A good free and open-source XSLT and XQuery toolkit is Saxon. You can use the XSLT processor in Saxon to validate XML documents against ISO-Schematron schemas. There are three editions of Saxon - HE (Home Edition), PE (Professional Edition) and EE (Enterprise Edition). For validating the occasional document, Saxon-HE is fine. As of writing, the latest available is 9.3 which you can download here (saxonhe9-3-0-4j.zip).

Here are a few tips for first time Saxon users.

  1. When you've finished downloading Saxon, don't unzip it with OSX's built in Archive Utility. There is a bug in Apple's Archive Utility that affects the way Java .jar files are handled (it "helpfully" extracts the contents of the .jar file). Unzip it with StuffIt Expander (available in the Apple App Store).

  2. The command line usage of Saxon on OSX is slightly different to Windows. The command

    java -jar saxon9he.jar -o output.xsl -s mySchema.sch iso_svrl_for_xslt2.xsl

    will work in Windows but will throw an error in OSX ("Command line option -o requires a value"). You'll need your command slightly: add a colon after the -o operator and remove the space.

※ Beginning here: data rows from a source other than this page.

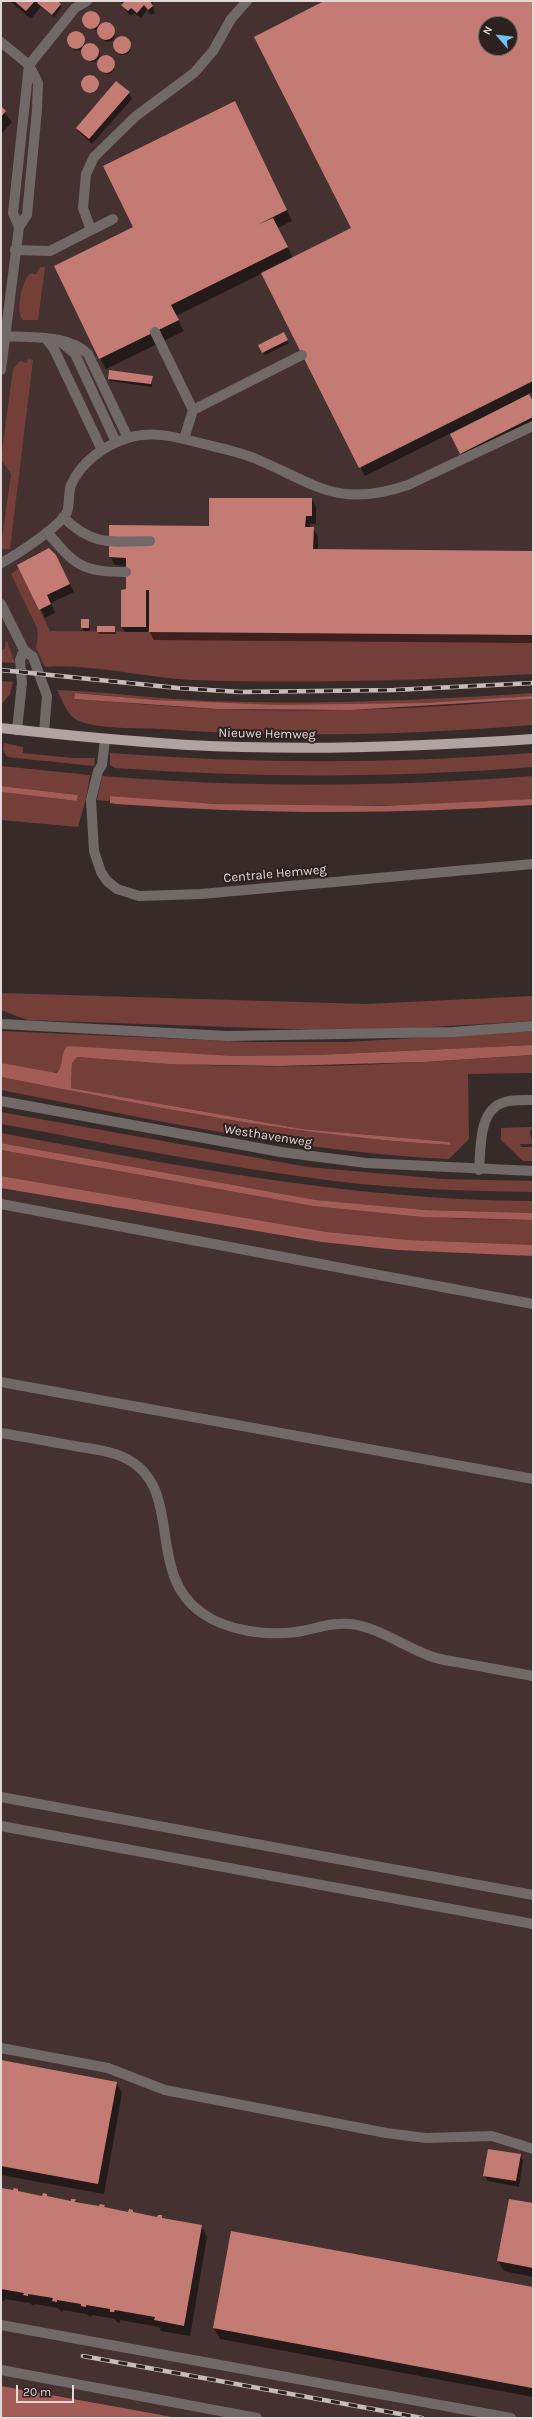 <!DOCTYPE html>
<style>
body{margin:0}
#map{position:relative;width:534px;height:2419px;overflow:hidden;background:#372b29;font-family:Karla,sans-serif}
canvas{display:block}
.frame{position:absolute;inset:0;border:2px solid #e1d8d7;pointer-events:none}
.north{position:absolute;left:478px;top:16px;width:40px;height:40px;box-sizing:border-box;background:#2d211f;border:1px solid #756a69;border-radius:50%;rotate:298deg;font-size:11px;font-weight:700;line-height:16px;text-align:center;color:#e1d8d7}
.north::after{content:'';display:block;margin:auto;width:14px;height:18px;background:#6fc2f4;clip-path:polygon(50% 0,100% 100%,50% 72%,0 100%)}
.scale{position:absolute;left:16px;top:2385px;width:58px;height:18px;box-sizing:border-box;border:2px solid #e1d8d7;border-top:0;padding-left:5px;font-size:12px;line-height:14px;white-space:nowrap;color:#e1d8d7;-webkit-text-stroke:3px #2d211f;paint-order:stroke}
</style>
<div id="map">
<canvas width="534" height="2419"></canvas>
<div class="frame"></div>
<div class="north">N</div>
<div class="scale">20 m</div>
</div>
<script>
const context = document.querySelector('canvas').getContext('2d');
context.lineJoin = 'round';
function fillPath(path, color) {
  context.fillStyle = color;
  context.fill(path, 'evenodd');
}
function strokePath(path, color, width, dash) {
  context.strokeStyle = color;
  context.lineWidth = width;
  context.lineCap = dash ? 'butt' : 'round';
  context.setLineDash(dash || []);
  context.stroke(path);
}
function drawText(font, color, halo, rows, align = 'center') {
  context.font = font + ' Karla,sans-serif';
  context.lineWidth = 4;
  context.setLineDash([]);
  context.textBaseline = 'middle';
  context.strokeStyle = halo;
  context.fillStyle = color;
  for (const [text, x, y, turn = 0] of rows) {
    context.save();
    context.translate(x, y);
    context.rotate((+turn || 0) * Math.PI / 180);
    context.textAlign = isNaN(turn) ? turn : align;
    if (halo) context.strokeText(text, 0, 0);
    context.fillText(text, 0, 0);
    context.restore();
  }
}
fillPath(new Path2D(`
 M1,1H533V674L397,681L190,680L66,666L15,663L7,641L5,648L1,650ZM486,24H510V48H486Z
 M1,1154L203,1190L533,1223V2418H1Z`), '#45312f');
fillPath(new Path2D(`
 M40,267H45L38,320H23C15,312 22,280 30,274H36Z
 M28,359L33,360L10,549H1V546L11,474L1,459L13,369L20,361L27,363Z
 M19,568L50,631L533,635V674C419,680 306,684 192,680C143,678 94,663 45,667L36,648L38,635L37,628L11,574Z
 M7,641L15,663L1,662V650L5,648V642Z
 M1,681L13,682L10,694L1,705Z
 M57,690C108,692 159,699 210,701C318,705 426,700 533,693V696C439,703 344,708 249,705C192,703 135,698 77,693L74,696L75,699C122,702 169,707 216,709C322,713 428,709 533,699V725C409,735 285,738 161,729C140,728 97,729 79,721C67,716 63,701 57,690Z
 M4,743L23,747V753L73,758H95L94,766L7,757L3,750Z
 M110,753C251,764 392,764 533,753V767C394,778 254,778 115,768L110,765Z
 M1,766L90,775L86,799L78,827L1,820V792L77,801L78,795L1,786Z
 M102,776C245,788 389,787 533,776V799C393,807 251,811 111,796L109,801L97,800Z
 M1,993L366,1004L533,996V1021L413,1028L317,1030L27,1020L1,1010Z
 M1,1031L250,1042H346L533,1031V1045L316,1055L233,1056L89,1049L62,1059L60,1069L53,1074L1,1063Z
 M533,1055V1073L468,1074L469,1139L449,1159C298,1152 149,1119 1,1090V1077C150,1106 299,1137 451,1145L450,1142L302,1129L71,1088L72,1063L77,1057C130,1059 182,1065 234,1066C334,1068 434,1062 533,1055Z
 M1,1112L308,1167L443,1179L533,1181V1192C467,1191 400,1189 334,1181C222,1167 112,1144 1,1124Z
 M532,1127L530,1132L533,1144H520L521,1147H533V1161H523L501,1140V1128Z
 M1,1133C180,1166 350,1200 533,1201V1213L424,1210L316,1200L1,1143Z
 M1,1150L313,1206L460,1219L533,1220V1245L409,1240L327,1232L1,1176Z`), '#743e39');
fillPath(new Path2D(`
 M75,693L157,700L277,705L424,703L533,696V699L350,710L217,709L74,699Z
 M1,786L78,795L77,801L1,792Z
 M110,796L215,804L380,806L533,799V805C393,815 255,814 116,804L110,803Z
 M533,1045V1055L423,1062L278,1066L171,1064L77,1057L72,1063L71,1088L302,1129L450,1142L451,1145C299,1137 150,1106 1,1077V1063L56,1073C65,1067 59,1052 68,1046L233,1056L316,1055Z
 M1,1143L316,1200L425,1210L533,1213V1220L424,1217L313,1206L1,1150Z
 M1,1176L327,1232L409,1240L533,1245V1256L397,1250L322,1242L1,1188Z
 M1,2386L156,2414L176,2418H1Z`), '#a35d56');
fillPath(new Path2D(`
 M10,1H56L62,7L54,17L41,7L31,19Z
 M121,1H155L152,4L155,13L151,15L147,10L141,18L134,13L131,16L126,11Z
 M329,1H533V392L528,394L533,403V428L466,462L452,435L478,421L477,420L365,476L263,273L176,316L184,331L106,369L100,358L134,228L240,113L292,221L278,228L293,258L352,228ZM486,24H510V48H486Z
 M92,12L98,16L101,26L106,24L112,27L115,37L112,41L106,42L102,39L100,28L95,30L85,25L83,20L87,14Z
 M73,33H79L83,37L85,47L90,44L94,45L100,53L99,59L94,62L88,61L83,53L84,47L81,50L75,51L71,47L69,37Z
 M115 47a8 8 0 1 1 16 0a8 8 0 1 1-16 0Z
 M99 66a8 8 0 1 1 16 0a8 8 0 1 1-16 0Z
 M83 85a8 8 0 1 1 16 0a8 8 0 1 1-16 0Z
 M129,93L132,99L92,144L80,133L77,128Z
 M1,108L12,122L1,134Z
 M284,334L289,343L265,355L260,346Z
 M152,377V387L110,381L109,379Z
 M312,499L316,507V524H310V528H313L318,537V550L533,552V643L154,640L148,629V632H125L122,627L127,591V566L115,565L110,557V526L210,527Z
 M60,564L74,592L51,603L55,613L45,618L19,565Z
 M82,620H89L90,631H83Z
 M115,628L116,634H99L98,632Z
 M1,2061L116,2083L122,2093L104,2194L1,2175Z
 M520,2155L523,2161L519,2187L488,2181L484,2175Z
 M1,2189L14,2191L18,2190L19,2192L71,2202L75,2200L77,2203L100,2207L104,2206L105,2208L129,2213L133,2211L134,2214L158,2218L161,2216L163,2219L201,2226L207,2237L190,2336L161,2331L159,2327L120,2320V2323L117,2322L115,2319L92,2315L91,2317L86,2314L63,2310L62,2312L58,2308L34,2304V2306L29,2303L5,2299V2301H2Z
 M533,2204V2277L504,2271L498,2261Z
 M232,2232L533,2288V2397L220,2339L214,2328Z`), '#0007');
fillPath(new Path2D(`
 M14,1H35L26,11Z
 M39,1H58L61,4L52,15L37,3Z
 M122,1H150L153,6L148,10L144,5L137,13L131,8L128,11L121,5L124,2Z
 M324,1H533V381L359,468L261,273L351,228L254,37ZM486,24H510V48H486Z
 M82 20a9 9 0 1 1 18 0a9 9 0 1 1-18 0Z
 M97 31a9 9 0 1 1 18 0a9 9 0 1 1-18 0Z
 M67 40a9 9 0 1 1 18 0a9 9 0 1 1-18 0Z
 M113 45a9 9 0 1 1 18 0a9 9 0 1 1-18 0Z
 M81 52a9 9 0 1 1 18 0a9 9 0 1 1-18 0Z
 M97 64a9 9 0 1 1 18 0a9 9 0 1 1-18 0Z
 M81 84a9 9 0 1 1 18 0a9 9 0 1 1-18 0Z
 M116,81L130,92L89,139L76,128Z
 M235,101L287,210L257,225L273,218L288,247L171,305L179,320L99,359L54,266L133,227L103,166Z
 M1,106L6,111L1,117Z
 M284,332L288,340L262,353L258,345Z
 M109,370L153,376L151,384L108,379Z
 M529,394L533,401V417L460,454L450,434Z
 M209,498H312V516H306L305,527H314L313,549L533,551V635L149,632V590H146V627H121V590L126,589V558L109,557V525L209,526Z
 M49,548L56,555L70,584L47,595L51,604L39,610L17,565Z
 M81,619H89V628H81Z
 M97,626H115V632H97Z
 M1,2060L117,2082L98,2184L1,2166Z
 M488,2149L521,2154L516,2181L483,2176Z
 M1,2188L13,2190L14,2188L18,2189V2191L42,2196L43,2193L47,2194V2196L71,2201V2199H76L75,2202L99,2206L100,2204L105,2205L104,2207L128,2212L129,2209L133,2210V2212L157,2217L158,2215H162V2218L202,2225L184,2326L154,2320L155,2317L115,2310L114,2312H110V2309L86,2305V2307L81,2306V2304L57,2300V2302L52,2301L53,2298L28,2294V2296L23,2295L24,2293L1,2289Z
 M509,2199L533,2203V2268L497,2261Z
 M231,2231L533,2287L532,2388L213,2328Z`), '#c47b73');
strokePath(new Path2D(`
 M1,42L29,65L38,83L37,110L27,215L19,227L1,370
 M19,227L13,213L29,65L75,8L87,1
 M91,230L83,208L86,174L94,157L136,116L194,73L213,51L231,19L247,1
 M15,250L50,251L113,219
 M155,332L193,410L184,439
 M5,336C32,338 68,334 88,354L128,438
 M46,339L54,349L102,450
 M61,342L75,354L116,442
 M193,410L302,355
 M63,517C92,546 111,542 150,541
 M47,532C75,565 81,572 126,572
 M1,563C15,556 62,525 67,512C70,504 68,493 71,485C81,462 105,445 128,438C151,431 173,436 196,442C215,447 236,451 254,458C316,484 337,509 408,485L533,426
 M1,604L24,650L33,657L47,696L44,732
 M17,730L22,683L20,660L24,650
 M105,739L102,765L98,771L91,800L94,851L101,872L107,881L117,889L139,896L201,894L533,864
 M1,1024L227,1036L453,1032L533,1026
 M1,1101L281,1152L366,1163L533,1171
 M479,1170C481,1148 478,1109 505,1102C514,1099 524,1100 533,1100
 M1,1204L533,1304
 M1,1382L533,1479
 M1,1433C26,1437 51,1442 75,1446C91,1449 108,1450 123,1457C187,1486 143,1572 202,1613C227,1631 267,1636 296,1632C315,1629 332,1622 351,1624C377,1627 405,1647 430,1656C440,1660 452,1661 462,1663C486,1667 509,1672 533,1676
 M1,1797L533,1895
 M1,1826L533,1924
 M1,2048L108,2068L165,2090L386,2133L426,2138L492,2136L533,2149
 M1,2325L511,2418
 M1,2370L257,2418`), '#706968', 10);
strokePath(new Path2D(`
 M1,728C63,735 126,741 188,745C303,751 418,747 533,739`), '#b1a3a1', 10);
const rail = new Path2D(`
 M1,670L178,688L240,692L394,690L533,683
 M83,2356L422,2418`);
strokePath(rail, '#c6bcbb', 4.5);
strokePath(rail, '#2d211f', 3, [9]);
drawText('13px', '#e1d8d7', '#2d211f', [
 ["Nieuwe Hemweg",267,734,1],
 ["Centrale Hemweg",275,874,-5],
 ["Westhavenweg",268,1136,9]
]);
</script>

    java -jar saxon9he.jar -o:output.xsl -s:mySchema.sch iso_svrl_for_xslt2.xsl

Now, let's test an XML document against an ISO-Schematron schema.

Saxon doesn't simply spit out a 'Your XML document makes no sense' report. It takes two steps to validate an XML document against an ISO-Schematron schema. Step one involves three files.
  1. iso_schematron_skeleton_for_saxon.xsl - this contains the ISO-Schematron schema definition/rules of war! This comes with Saxon.
  2. iso_svrl_for_xslt2.xsl - SVRL is the Schematron Validation Report Language. It prepares your report and shows where you screwed up.
  3. mySchema.sch - this is the schema you've written. It defines valid content.
We need to transform mySchematron.sch with iso_svrl_for_xslt2.xsl to create yet another XSL (let's call it output.xsl). To do this, execute the following command

java -jar saxon9he.jar -o:output.xsl -s:mySchema.sch iso_svrl_for_xslt2.xsl

If your schema was invalid, you'll get a Transformation failed: Run-time errors were reported message. Luckily, the error message is verbose and will tell you what line in your schema is invalid and why. If your schema was valid, you'll now have a output.xsl file.

Now, this output.xsl file you've generated is special. It contains a mashup of your schema with the SVRL. If you transform any XML document with the output.xsl file, you'll get an XML report detailing whether it is valid against your schema! How clever! Let's transform myXMLDocument.xml.

java -jar saxon9he.jar -o:whereDidIScrewUp.xml -s:myXMLDocument.xml output.xsl

In this case, whereDidIScrewUp.xml is the validation report of your XML document.

I hope this helps! I might write a Eclipse plugin if I get some time.

UPDATE: I've been beaten to the punch! Castle Systems have released Schematron-EP (Eclipse Plugin). I've yet to test it.